§ **TASK TO COMPLETE**
Retyping each entry exactly is the whole task.

§ **DATA SUPPLIED**
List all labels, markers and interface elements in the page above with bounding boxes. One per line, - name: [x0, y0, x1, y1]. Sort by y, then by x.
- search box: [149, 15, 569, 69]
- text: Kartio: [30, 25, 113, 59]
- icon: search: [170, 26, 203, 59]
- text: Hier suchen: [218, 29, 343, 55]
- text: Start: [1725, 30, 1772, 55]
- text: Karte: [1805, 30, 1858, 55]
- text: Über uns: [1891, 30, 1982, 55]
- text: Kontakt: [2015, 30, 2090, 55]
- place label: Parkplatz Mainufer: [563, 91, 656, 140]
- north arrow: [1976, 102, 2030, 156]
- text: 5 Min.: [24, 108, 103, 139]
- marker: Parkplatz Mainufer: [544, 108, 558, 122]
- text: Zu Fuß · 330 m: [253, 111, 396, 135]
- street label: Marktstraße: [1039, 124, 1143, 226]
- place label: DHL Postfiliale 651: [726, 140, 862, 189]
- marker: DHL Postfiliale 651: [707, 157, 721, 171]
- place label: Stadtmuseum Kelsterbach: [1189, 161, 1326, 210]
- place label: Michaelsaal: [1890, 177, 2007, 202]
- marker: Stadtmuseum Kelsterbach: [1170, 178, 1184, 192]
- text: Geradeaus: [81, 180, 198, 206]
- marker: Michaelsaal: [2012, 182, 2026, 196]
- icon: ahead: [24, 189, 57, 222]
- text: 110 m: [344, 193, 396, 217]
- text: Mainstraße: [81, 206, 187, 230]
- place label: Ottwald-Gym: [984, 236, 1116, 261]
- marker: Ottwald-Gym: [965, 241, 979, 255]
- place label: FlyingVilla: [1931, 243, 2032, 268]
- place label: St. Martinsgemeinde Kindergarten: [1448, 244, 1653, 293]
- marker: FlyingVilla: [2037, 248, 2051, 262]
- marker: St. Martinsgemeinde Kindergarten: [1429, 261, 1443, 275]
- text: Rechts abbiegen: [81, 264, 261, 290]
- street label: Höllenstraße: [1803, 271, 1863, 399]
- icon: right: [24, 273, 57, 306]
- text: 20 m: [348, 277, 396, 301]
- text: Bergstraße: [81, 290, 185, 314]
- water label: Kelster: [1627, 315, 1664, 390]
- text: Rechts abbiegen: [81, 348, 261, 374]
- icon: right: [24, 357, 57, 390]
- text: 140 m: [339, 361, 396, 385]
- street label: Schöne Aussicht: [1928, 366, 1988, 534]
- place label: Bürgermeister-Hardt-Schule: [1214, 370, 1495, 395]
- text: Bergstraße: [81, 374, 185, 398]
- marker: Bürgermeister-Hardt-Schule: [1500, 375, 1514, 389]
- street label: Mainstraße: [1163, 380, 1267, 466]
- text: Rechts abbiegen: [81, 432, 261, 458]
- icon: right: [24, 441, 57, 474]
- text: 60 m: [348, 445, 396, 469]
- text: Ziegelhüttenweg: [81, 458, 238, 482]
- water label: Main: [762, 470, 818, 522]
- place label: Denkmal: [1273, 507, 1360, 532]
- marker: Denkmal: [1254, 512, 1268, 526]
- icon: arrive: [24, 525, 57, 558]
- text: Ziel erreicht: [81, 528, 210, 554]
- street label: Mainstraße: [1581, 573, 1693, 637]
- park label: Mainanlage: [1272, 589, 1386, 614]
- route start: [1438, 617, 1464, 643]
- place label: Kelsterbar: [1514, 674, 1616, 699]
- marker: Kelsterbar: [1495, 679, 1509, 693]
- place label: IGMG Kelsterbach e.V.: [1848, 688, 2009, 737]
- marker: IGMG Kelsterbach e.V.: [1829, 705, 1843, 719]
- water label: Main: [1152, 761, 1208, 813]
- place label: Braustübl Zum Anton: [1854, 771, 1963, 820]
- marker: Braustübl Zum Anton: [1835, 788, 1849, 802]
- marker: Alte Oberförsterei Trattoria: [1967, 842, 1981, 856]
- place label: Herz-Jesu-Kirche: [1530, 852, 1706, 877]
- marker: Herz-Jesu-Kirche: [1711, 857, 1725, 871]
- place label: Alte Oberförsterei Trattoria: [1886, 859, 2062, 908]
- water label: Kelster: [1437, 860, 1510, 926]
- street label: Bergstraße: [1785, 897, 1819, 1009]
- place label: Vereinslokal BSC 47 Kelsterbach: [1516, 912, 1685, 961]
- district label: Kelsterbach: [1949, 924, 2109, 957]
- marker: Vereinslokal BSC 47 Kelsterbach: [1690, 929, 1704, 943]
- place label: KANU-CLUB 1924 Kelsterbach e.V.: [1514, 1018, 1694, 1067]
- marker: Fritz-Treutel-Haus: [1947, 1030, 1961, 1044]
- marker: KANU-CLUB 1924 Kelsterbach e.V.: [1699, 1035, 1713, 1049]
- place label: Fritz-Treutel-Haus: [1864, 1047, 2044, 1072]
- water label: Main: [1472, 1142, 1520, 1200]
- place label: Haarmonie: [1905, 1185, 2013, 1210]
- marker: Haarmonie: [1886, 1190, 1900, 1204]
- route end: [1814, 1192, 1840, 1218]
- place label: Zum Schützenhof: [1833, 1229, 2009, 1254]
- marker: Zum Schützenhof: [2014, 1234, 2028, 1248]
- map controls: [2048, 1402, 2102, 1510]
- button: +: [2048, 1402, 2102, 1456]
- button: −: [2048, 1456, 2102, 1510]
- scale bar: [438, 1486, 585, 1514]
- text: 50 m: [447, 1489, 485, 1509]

§ **SOLUTION TO THE PROBLEM**
List all labels, markers and interface elements in the page above with bounding boxes. One per line, - name: [x0, y0, x1, y1]. Sort by y, then by x.
- search box: [149, 15, 569, 69]
- text: Kartio: [30, 25, 113, 59]
- icon: search: [170, 26, 203, 59]
- text: Hier suchen: [218, 29, 343, 55]
- text: Start: [1725, 30, 1772, 55]
- text: Karte: [1805, 30, 1858, 55]
- text: Über uns: [1891, 30, 1982, 55]
- text: Kontakt: [2015, 30, 2090, 55]
- place label: Parkplatz Mainufer: [563, 91, 656, 140]
- north arrow: [1976, 102, 2030, 156]
- text: 5 Min.: [24, 108, 103, 139]
- marker: Parkplatz Mainufer: [544, 108, 558, 122]
- text: Zu Fuß · 330 m: [253, 111, 396, 135]
- street label: Marktstraße: [1039, 124, 1143, 226]
- place label: DHL Postfiliale 651: [726, 140, 862, 189]
- marker: DHL Postfiliale 651: [707, 157, 721, 171]
- place label: Stadtmuseum Kelsterbach: [1189, 161, 1326, 210]
- place label: Michaelsaal: [1890, 177, 2007, 202]
- marker: Stadtmuseum Kelsterbach: [1170, 178, 1184, 192]
- text: Geradeaus: [81, 180, 198, 206]
- marker: Michaelsaal: [2012, 182, 2026, 196]
- icon: ahead: [24, 189, 57, 222]
- text: 110 m: [344, 193, 396, 217]
- text: Mainstraße: [81, 206, 187, 230]
- place label: Ottwald-Gym: [984, 236, 1116, 261]
- marker: Ottwald-Gym: [965, 241, 979, 255]
- place label: FlyingVilla: [1931, 243, 2032, 268]
- place label: St. Martinsgemeinde Kindergarten: [1448, 244, 1653, 293]
- marker: FlyingVilla: [2037, 248, 2051, 262]
- marker: St. Martinsgemeinde Kindergarten: [1429, 261, 1443, 275]
- text: Rechts abbiegen: [81, 264, 261, 290]
- street label: Höllenstraße: [1803, 271, 1863, 399]
- icon: right: [24, 273, 57, 306]
- text: 20 m: [348, 277, 396, 301]
- text: Bergstraße: [81, 290, 185, 314]
- water label: Kelster: [1627, 315, 1664, 390]
- text: Rechts abbiegen: [81, 348, 261, 374]
- icon: right: [24, 357, 57, 390]
- text: 140 m: [339, 361, 396, 385]
- street label: Schöne Aussicht: [1928, 366, 1988, 534]
- place label: Bürgermeister-Hardt-Schule: [1214, 370, 1495, 395]
- text: Bergstraße: [81, 374, 185, 398]
- marker: Bürgermeister-Hardt-Schule: [1500, 375, 1514, 389]
- street label: Mainstraße: [1163, 380, 1267, 466]
- text: Rechts abbiegen: [81, 432, 261, 458]
- icon: right: [24, 441, 57, 474]
- text: 60 m: [348, 445, 396, 469]
- text: Ziegelhüttenweg: [81, 458, 238, 482]
- water label: Main: [762, 470, 818, 522]
- place label: Denkmal: [1273, 507, 1360, 532]
- marker: Denkmal: [1254, 512, 1268, 526]
- icon: arrive: [24, 525, 57, 558]
- text: Ziel erreicht: [81, 528, 210, 554]
- street label: Mainstraße: [1581, 573, 1693, 637]
- park label: Mainanlage: [1272, 589, 1386, 614]
- route start: [1438, 617, 1464, 643]
- place label: Kelsterbar: [1514, 674, 1616, 699]
- marker: Kelsterbar: [1495, 679, 1509, 693]
- place label: IGMG Kelsterbach e.V.: [1848, 688, 2009, 737]
- marker: IGMG Kelsterbach e.V.: [1829, 705, 1843, 719]
- water label: Main: [1152, 761, 1208, 813]
- place label: Braustübl Zum Anton: [1854, 771, 1963, 820]
- marker: Braustübl Zum Anton: [1835, 788, 1849, 802]
- marker: Alte Oberförsterei Trattoria: [1967, 842, 1981, 856]
- place label: Herz-Jesu-Kirche: [1530, 852, 1706, 877]
- marker: Herz-Jesu-Kirche: [1711, 857, 1725, 871]
- place label: Alte Oberförsterei Trattoria: [1886, 859, 2062, 908]
- water label: Kelster: [1437, 860, 1510, 926]
- street label: Bergstraße: [1785, 897, 1819, 1009]
- place label: Vereinslokal BSC 47 Kelsterbach: [1516, 912, 1685, 961]
- district label: Kelsterbach: [1949, 924, 2109, 957]
- marker: Vereinslokal BSC 47 Kelsterbach: [1690, 929, 1704, 943]
- place label: KANU-CLUB 1924 Kelsterbach e.V.: [1514, 1018, 1694, 1067]
- marker: Fritz-Treutel-Haus: [1947, 1030, 1961, 1044]
- marker: KANU-CLUB 1924 Kelsterbach e.V.: [1699, 1035, 1713, 1049]
- place label: Fritz-Treutel-Haus: [1864, 1047, 2044, 1072]
- water label: Main: [1472, 1142, 1520, 1200]
- place label: Haarmonie: [1905, 1185, 2013, 1210]
- marker: Haarmonie: [1886, 1190, 1900, 1204]
- route end: [1814, 1192, 1840, 1218]
- place label: Zum Schützenhof: [1833, 1229, 2009, 1254]
- marker: Zum Schützenhof: [2014, 1234, 2028, 1248]
- map controls: [2048, 1402, 2102, 1510]
- button: +: [2048, 1402, 2102, 1456]
- button: −: [2048, 1456, 2102, 1510]
- scale bar: [438, 1486, 585, 1514]
- text: 50 m: [447, 1489, 485, 1509]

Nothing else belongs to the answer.